What you return must match the entries exactly, except that the pictures are gone.

Exercise data:
--------------------

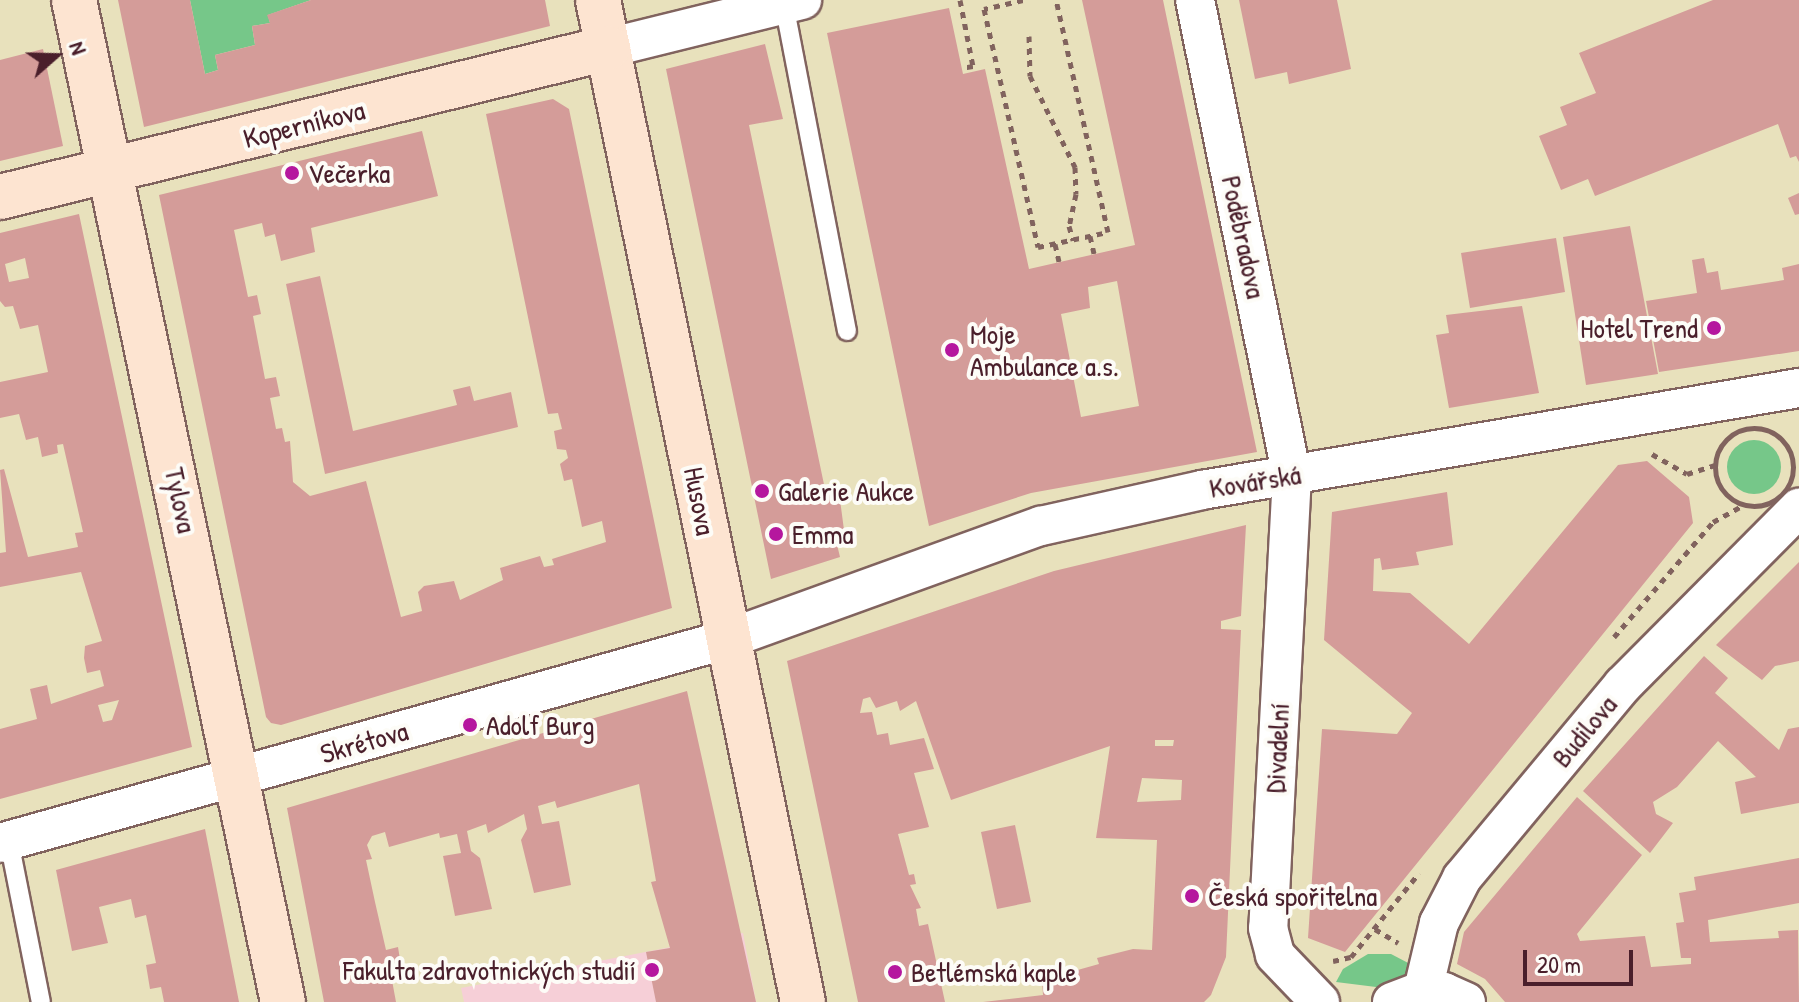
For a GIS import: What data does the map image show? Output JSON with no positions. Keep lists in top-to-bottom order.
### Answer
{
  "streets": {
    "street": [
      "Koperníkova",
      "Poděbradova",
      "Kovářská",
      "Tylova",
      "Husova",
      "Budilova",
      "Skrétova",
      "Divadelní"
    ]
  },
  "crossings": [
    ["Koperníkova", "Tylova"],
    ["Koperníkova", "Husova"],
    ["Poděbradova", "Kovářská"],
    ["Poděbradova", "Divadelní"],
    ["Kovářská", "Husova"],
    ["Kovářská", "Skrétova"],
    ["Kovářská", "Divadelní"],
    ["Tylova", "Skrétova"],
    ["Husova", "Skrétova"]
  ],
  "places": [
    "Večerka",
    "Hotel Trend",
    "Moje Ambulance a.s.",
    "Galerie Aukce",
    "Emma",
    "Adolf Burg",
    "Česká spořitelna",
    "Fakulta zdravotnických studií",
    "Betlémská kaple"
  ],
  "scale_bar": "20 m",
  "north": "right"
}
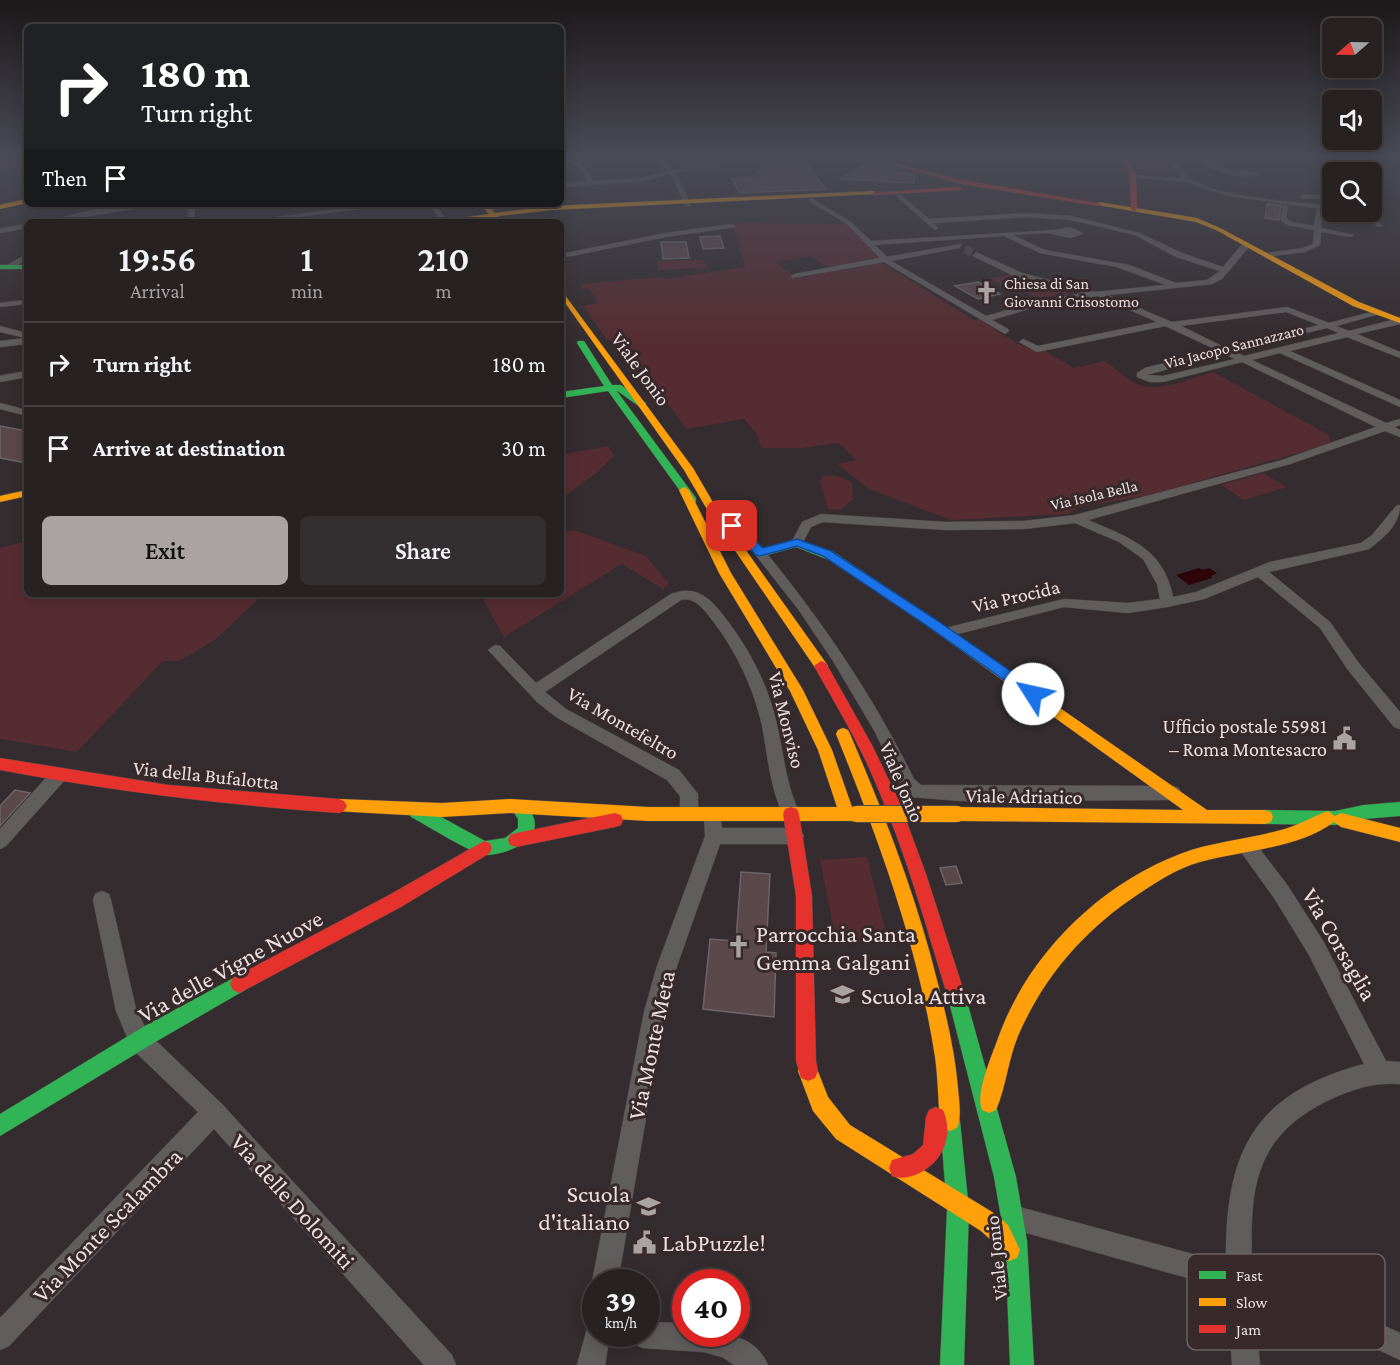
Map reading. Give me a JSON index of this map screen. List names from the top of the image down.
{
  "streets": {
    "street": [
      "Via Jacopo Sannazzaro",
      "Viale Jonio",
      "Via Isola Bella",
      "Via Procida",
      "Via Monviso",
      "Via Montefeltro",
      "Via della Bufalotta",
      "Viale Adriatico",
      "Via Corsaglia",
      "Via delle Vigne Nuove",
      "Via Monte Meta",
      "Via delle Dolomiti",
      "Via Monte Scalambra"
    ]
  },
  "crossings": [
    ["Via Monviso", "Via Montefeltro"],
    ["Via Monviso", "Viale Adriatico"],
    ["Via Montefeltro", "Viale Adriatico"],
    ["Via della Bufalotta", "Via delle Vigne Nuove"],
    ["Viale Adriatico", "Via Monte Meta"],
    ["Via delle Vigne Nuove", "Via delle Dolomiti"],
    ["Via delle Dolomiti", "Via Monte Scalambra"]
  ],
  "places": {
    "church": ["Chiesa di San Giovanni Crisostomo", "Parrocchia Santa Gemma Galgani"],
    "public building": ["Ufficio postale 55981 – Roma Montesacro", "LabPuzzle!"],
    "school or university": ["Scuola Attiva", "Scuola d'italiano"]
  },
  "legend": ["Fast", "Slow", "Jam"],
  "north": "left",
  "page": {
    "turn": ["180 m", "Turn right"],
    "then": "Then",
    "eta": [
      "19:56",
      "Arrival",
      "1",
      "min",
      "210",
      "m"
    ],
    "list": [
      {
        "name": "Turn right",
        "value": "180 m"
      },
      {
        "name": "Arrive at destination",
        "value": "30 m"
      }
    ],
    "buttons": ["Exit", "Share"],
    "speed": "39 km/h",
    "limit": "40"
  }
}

--------------------

Your solution:
For a GIS import: What data does the map image show? Output JSON with no positions. Keep lists in top-to-bottom order.
### Answer
{
  "streets": {
    "street": [
      "Koperníkova",
      "Poděbradova",
      "Kovářská",
      "Tylova",
      "Husova",
      "Budilova",
      "Skrétova",
      "Divadelní"
    ]
  },
  "crossings": [
    ["Koperníkova", "Tylova"],
    ["Koperníkova", "Husova"],
    ["Poděbradova", "Kovářská"],
    ["Poděbradova", "Divadelní"],
    ["Kovářská", "Husova"],
    ["Kovářská", "Skrétova"],
    ["Kovářská", "Divadelní"],
    ["Tylova", "Skrétova"],
    ["Husova", "Skrétova"]
  ],
  "places": [
    "Večerka",
    "Hotel Trend",
    "Moje Ambulance a.s.",
    "Galerie Aukce",
    "Emma",
    "Adolf Burg",
    "Česká spořitelna",
    "Fakulta zdravotnických studií",
    "Betlémská kaple"
  ],
  "scale_bar": "20 m",
  "north": "right"
}
Map reading. Give me a JSON index of this map screen. List names from the top of the image down.
{
  "streets": {
    "street": [
      "Via Jacopo Sannazzaro",
      "Viale Jonio",
      "Via Isola Bella",
      "Via Procida",
      "Via Monviso",
      "Via Montefeltro",
      "Via della Bufalotta",
      "Viale Adriatico",
      "Via Corsaglia",
      "Via delle Vigne Nuove",
      "Via Monte Meta",
      "Via delle Dolomiti",
      "Via Monte Scalambra"
    ]
  },
  "crossings": [
    ["Via Monviso", "Via Montefeltro"],
    ["Via Monviso", "Viale Adriatico"],
    ["Via Montefeltro", "Viale Adriatico"],
    ["Via della Bufalotta", "Via delle Vigne Nuove"],
    ["Viale Adriatico", "Via Monte Meta"],
    ["Via delle Vigne Nuove", "Via delle Dolomiti"],
    ["Via delle Dolomiti", "Via Monte Scalambra"]
  ],
  "places": {
    "church": ["Chiesa di San Giovanni Crisostomo", "Parrocchia Santa Gemma Galgani"],
    "public building": ["Ufficio postale 55981 – Roma Montesacro", "LabPuzzle!"],
    "school or university": ["Scuola Attiva", "Scuola d'italiano"]
  },
  "legend": ["Fast", "Slow", "Jam"],
  "north": "left",
  "page": {
    "turn": ["180 m", "Turn right"],
    "then": "Then",
    "eta": [
      "19:56",
      "Arrival",
      "1",
      "min",
      "210",
      "m"
    ],
    "list": [
      {
        "name": "Turn right",
        "value": "180 m"
      },
      {
        "name": "Arrive at destination",
        "value": "30 m"
      }
    ],
    "buttons": ["Exit", "Share"],
    "speed": "39 km/h",
    "limit": "40"
  }
}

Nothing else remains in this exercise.